Section Two: How We Test Creative Now

How We Have Been Testing Creative Until Now

When testing creative we typically would test three to six videos along with a control video using Facebook’s split test feature. We would show these ads to broad or 5-10% LALs (Lookalike) audiences, and restrict distribution to the Facebook newsfeed only, Android only and we would use mobile app install bidding (MAI) to get about 100-250 installs.

If one of those new “challenger” ads beat the control video’s IPM or came within 10%-15% of its performance, we would launch those potential new winning videos into the ad sets with the control video and let them fight it out to generate ROAS.

We have seen hints of what we’re about to describe across numerous ad accounts and have confirmed with 7-figure spending advertisers that they have seen the same thing. But for purposes of explanation, let us focus on one client of ours and how their ads performed in creative tests.

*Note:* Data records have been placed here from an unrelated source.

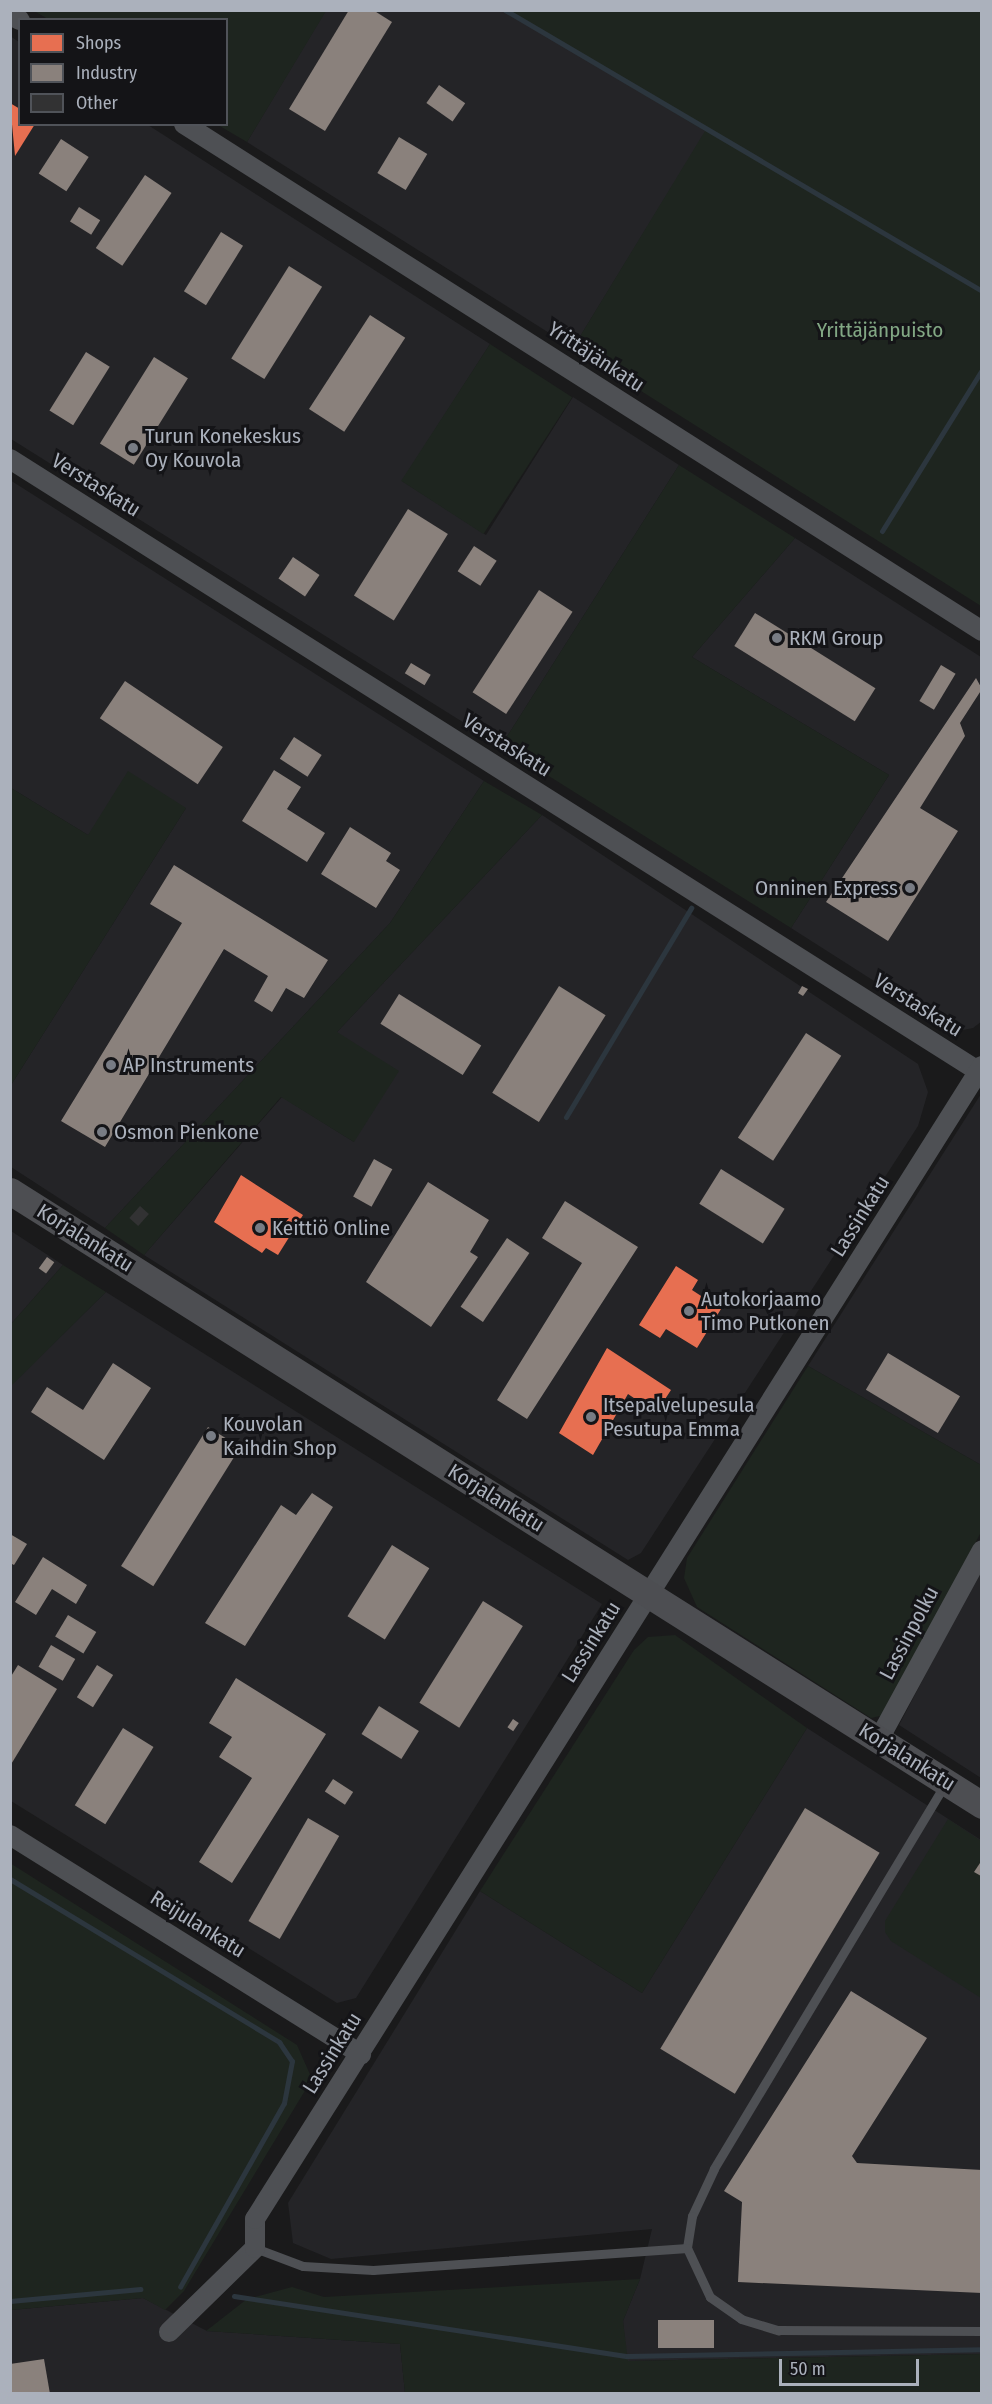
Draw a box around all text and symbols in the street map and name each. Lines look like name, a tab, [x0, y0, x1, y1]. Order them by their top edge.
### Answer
legend	[18, 18, 228, 126]
text: Shops	[76, 32, 121, 54]
text: Industry	[76, 62, 137, 84]
text: Other	[76, 92, 118, 114]
street label: Yrittäjänkatu	[543, 316, 649, 398]
park label: Yrittäjänpuisto	[817, 317, 943, 343]
place label: Turun Konekeskus Oy Kouvola	[145, 423, 301, 473]
marker: Turun Konekeskus Oy Kouvola	[126, 441, 140, 455]
street label: Verstaskatu	[47, 448, 145, 522]
place label: RKM Group	[789, 625, 883, 651]
marker: RKM Group	[770, 631, 784, 645]
street label: Verstaskatu	[458, 708, 556, 782]
place label: Onninen Express	[755, 875, 898, 901]
marker: Onninen Express	[903, 881, 917, 895]
street label: Verstaskatu	[869, 968, 967, 1042]
place label: AP Instruments	[123, 1052, 254, 1078]
marker: AP Instruments	[104, 1058, 118, 1072]
place label: Osmon Pienkone	[114, 1119, 259, 1145]
marker: Osmon Pienkone	[95, 1125, 109, 1139]
street label: Lassinkatu	[825, 1171, 895, 1261]
street label: Korjalankatu	[32, 1198, 138, 1278]
place label: Keittiö Online	[272, 1215, 390, 1241]
marker: Keittiö Online	[253, 1221, 267, 1235]
place label: Autokorjaamo Timo Putkonen	[701, 1286, 830, 1336]
marker: Autokorjaamo Timo Putkonen	[682, 1304, 696, 1318]
place label: Itsepalvelupesula Pesutupa Emma	[603, 1392, 754, 1442]
marker: Itsepalvelupesula Pesutupa Emma	[584, 1410, 598, 1424]
place label: Kouvolan Kaihdin Shop	[223, 1411, 337, 1461]
marker: Kouvolan Kaihdin Shop	[204, 1429, 218, 1443]
street label: Korjalankatu	[443, 1458, 549, 1538]
street label: Lassinpolku	[874, 1582, 944, 1684]
street label: Lassinkatu	[556, 1597, 626, 1687]
street label: Korjalankatu	[854, 1717, 960, 1797]
street label: Reijulankatu	[146, 1885, 250, 1963]
street label: Lassinkatu	[297, 2008, 367, 2098]
scale bar	[782, 2347, 922, 2385]
text: 50 m	[790, 2358, 826, 2380]

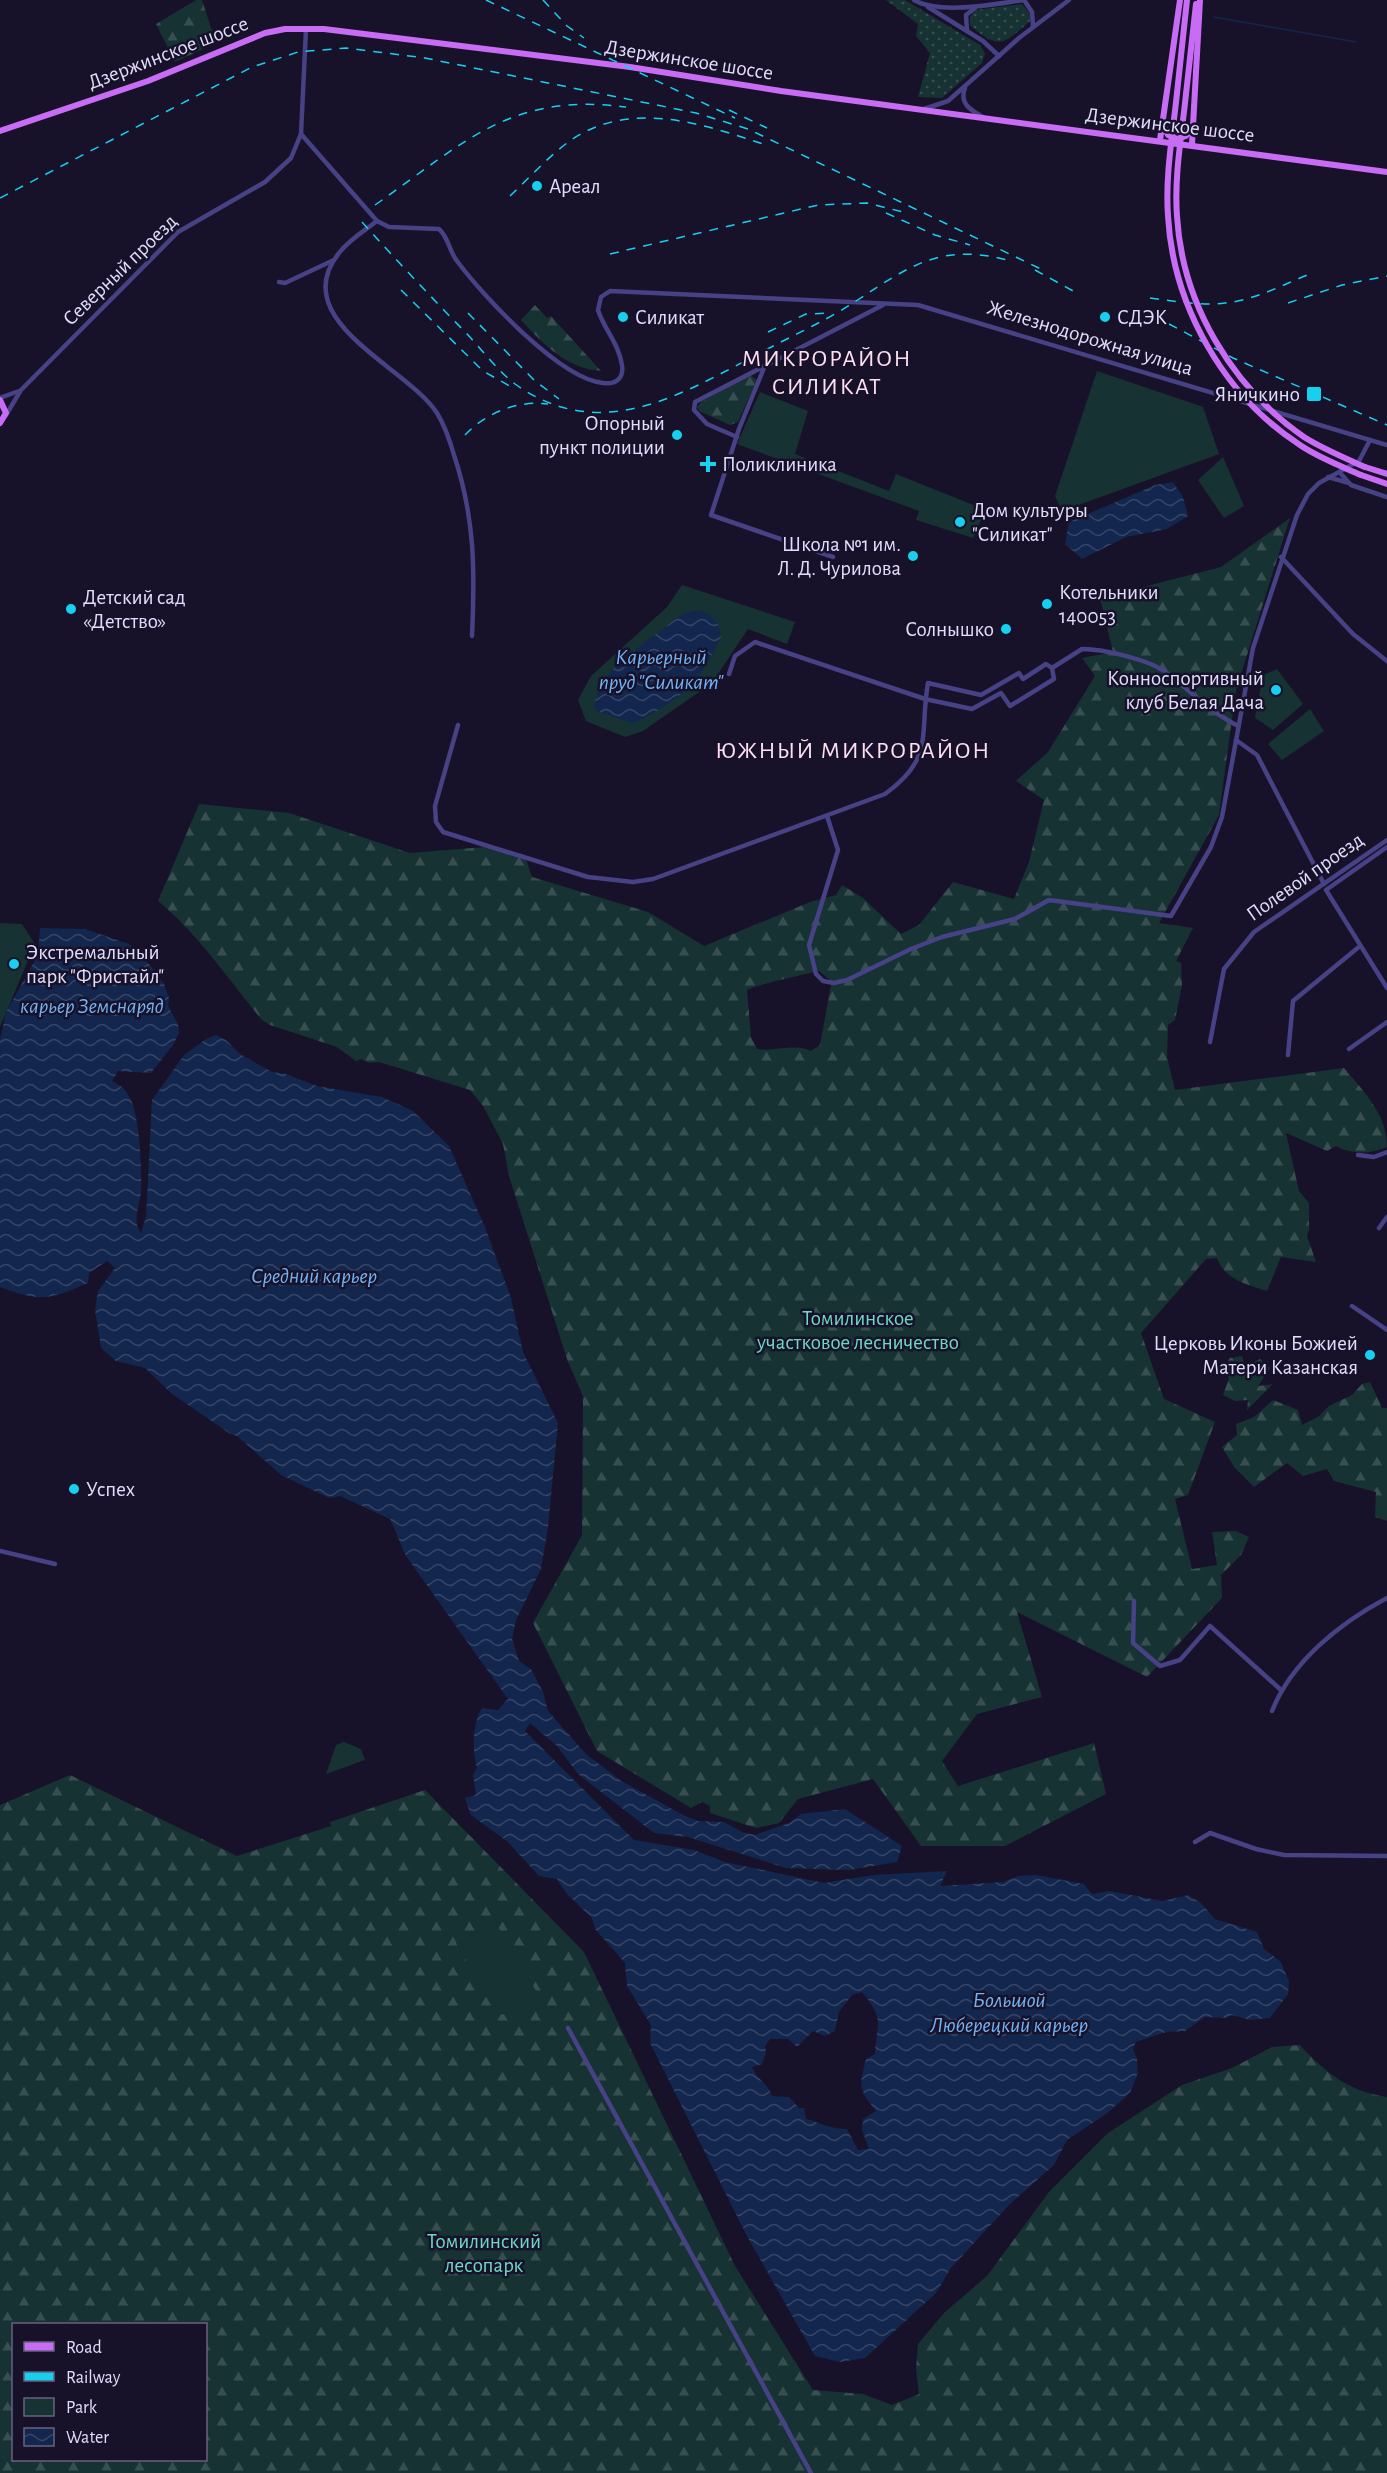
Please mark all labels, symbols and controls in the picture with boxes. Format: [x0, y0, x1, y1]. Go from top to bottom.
street label: Дзержинское шоссе [85, 13, 251, 93]
street label: Дзержинское шоссе [603, 36, 775, 84]
street label: Дзержинское шоссе [1084, 104, 1256, 146]
place label: Ареал [549, 176, 601, 197]
marker: Ареал [530, 179, 544, 193]
street label: Северный проезд [59, 210, 181, 330]
street label: Железнодорожная улица [985, 297, 1196, 379]
place label: Силикат [635, 307, 705, 328]
place label: СДЭК [1117, 307, 1167, 328]
marker: Силикат [616, 310, 630, 324]
marker: СДЭК [1098, 310, 1112, 324]
district label: МИКРОРАЙОН СИЛИКАТ [742, 347, 912, 399]
place label: Яничкино [1215, 384, 1300, 405]
marker: Яничкино [1305, 385, 1323, 403]
place label: Опорный пункт полиции [539, 413, 665, 458]
marker: Опорный пункт полиции [670, 428, 684, 442]
place label: Поликлиника [722, 454, 837, 475]
marker: Поликлиника [699, 455, 717, 473]
place label: Дом культуры "Силикат" [972, 500, 1088, 545]
marker: Дом культуры "Силикат" [953, 515, 967, 529]
place label: Школа №1 им. Л. Д. Чурилова [778, 534, 901, 579]
marker: Школа №1 им. Л. Д. Чурилова [906, 549, 920, 563]
place label: Котельники 140053 [1059, 582, 1159, 627]
place label: Детский сад «Детство» [83, 587, 186, 632]
marker: Котельники 140053 [1040, 597, 1054, 611]
marker: Детский сад «Детство» [64, 602, 78, 616]
place label: Солнышко [905, 619, 994, 640]
marker: Солнышко [999, 622, 1013, 636]
water label: Карьерный пруд "Силикат" [599, 646, 724, 694]
place label: Конноспортивный клуб Белая Дача [1107, 668, 1264, 713]
marker: Конноспортивный клуб Белая Дача [1269, 683, 1283, 697]
district label: ЮЖНЫЙ МИКРОРАЙОН [715, 739, 991, 763]
street label: Полевой проезд [1243, 829, 1367, 925]
place label: Экстремальный парк "Фристайл" [26, 942, 164, 987]
marker: Экстремальный парк "Фристайл" [7, 957, 21, 971]
water label: карьер Земснаряд [20, 995, 164, 1018]
water label: Средний карьер [251, 1265, 377, 1288]
park label: Томилинское участковое лесничество [756, 1308, 959, 1353]
place label: Церковь Иконы Божией Матери Казанская [1153, 1333, 1358, 1378]
marker: Церковь Иконы Божией Матери Казанская [1363, 1348, 1377, 1362]
place label: Успех [86, 1479, 135, 1500]
marker: Успех [67, 1482, 81, 1496]
water label: Большой Люберецкий карьер [929, 1989, 1088, 2037]
park label: Томилинский лесопарк [427, 2231, 541, 2276]
legend [12, 2323, 207, 2461]
text: Road [66, 2339, 102, 2357]
text: Railway [66, 2369, 121, 2387]
text: Park [66, 2399, 98, 2417]
text: Water [66, 2429, 109, 2447]

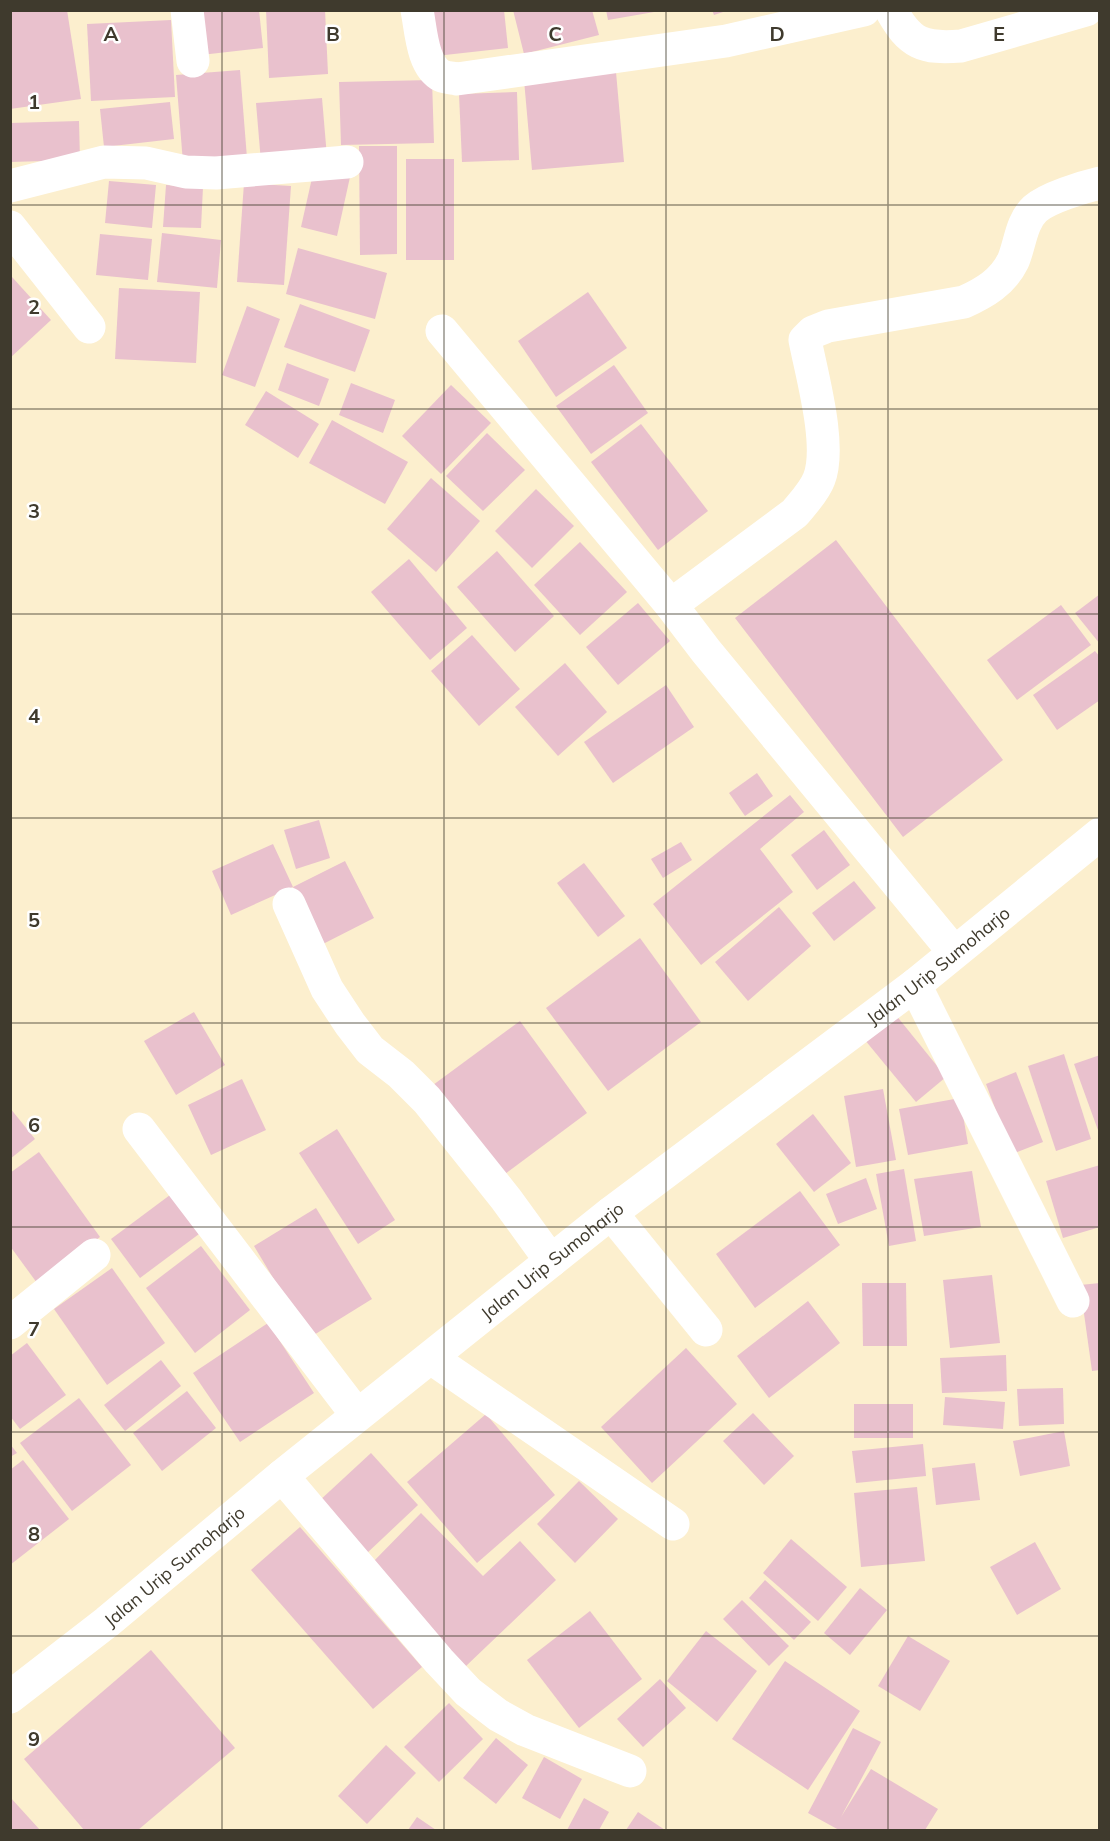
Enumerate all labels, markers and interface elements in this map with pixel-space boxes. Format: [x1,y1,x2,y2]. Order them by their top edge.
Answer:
text: A [104,21,119,46]
text: B [326,21,340,46]
text: C [548,21,562,46]
text: D [769,21,785,46]
text: E [993,21,1005,46]
text: 1 [28,89,40,114]
text: 2 [28,294,40,319]
text: 3 [28,498,40,523]
text: 4 [28,703,40,728]
street label: Jalan Urip Sumoharjo [862,901,1014,1029]
text: 5 [28,907,40,932]
text: 6 [28,1112,40,1137]
street label: Jalan Urip Sumoharjo [476,1196,628,1324]
text: 7 [28,1316,40,1341]
street label: Jalan Urip Sumoharjo [99,1501,249,1631]
text: 8 [28,1521,40,1546]
text: 9 [28,1726,40,1751]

In November and December 2019, we produced +60 new video concepts for this client. All of them failed to beat the control video’s IPM. This struck us as odd, and it was statistically impossible. We expected to generate a new winner 5% of the time or 1 out of 20 videos – so 3 winners. Since we felt confident in our creative ideas, we decided to look deeper into our testing methods.

The traditional testing methodology includes the idea of testing a testing system or an A/A test. A/A tests are like A/B tests, but instead of testing multiple creatives, you test the same creative in each “slot” of the test.

If your testing system/platform is working as expected, all “variations”, should produce similar results assuming you get close to statistical significance. If your A/A test results are very different, and the testing platform/methodology concludes that one variation or another significantly outperforms or underperforms compared to the other variations, there could be an issue with the testing method or quantity of data gathered.

First A/A test of video creative

Here is how we set up an A/A test to validate our non-standard approach to Facebook testing. The purpose of this test was to understand if Facebook maintains a creative history for the control and thus gives the control a performance boost making it very difficult to beat – if you do not allow it to exit the learning phase and reach statistical relevance.

We copied the control video four times and added one black pixel in different locations in each of the new “variations.” This allowed us to run what would look like the same video to humans but would be different videos in the eyes of the testing platform. The goal was to get Facebook to assign new hash IDs for each cloned video and then test them all together and observe their IPMs.

These are the ads we ran… except we did not run the dachshund; I have replaced the actual ads with cute dogs to avoid disclosing the advertiser’s identity. IPMs for each ad in the far right of the image.

Things to note here:

The far-right ad (in the blue square) is the control.
All the other ads are clones of the control with one black pixel added.

The far-left ad/clone outperformed the control by 149%. As described earlier, a difference like that should not happen. If the platform was truly variation agnostic, BUT – to save money, we did not follow best practices to allow the ad set(s) to exit the learning phase.

We ran this test for only 100 installs. Which is, our standard operating procedure for creative testing.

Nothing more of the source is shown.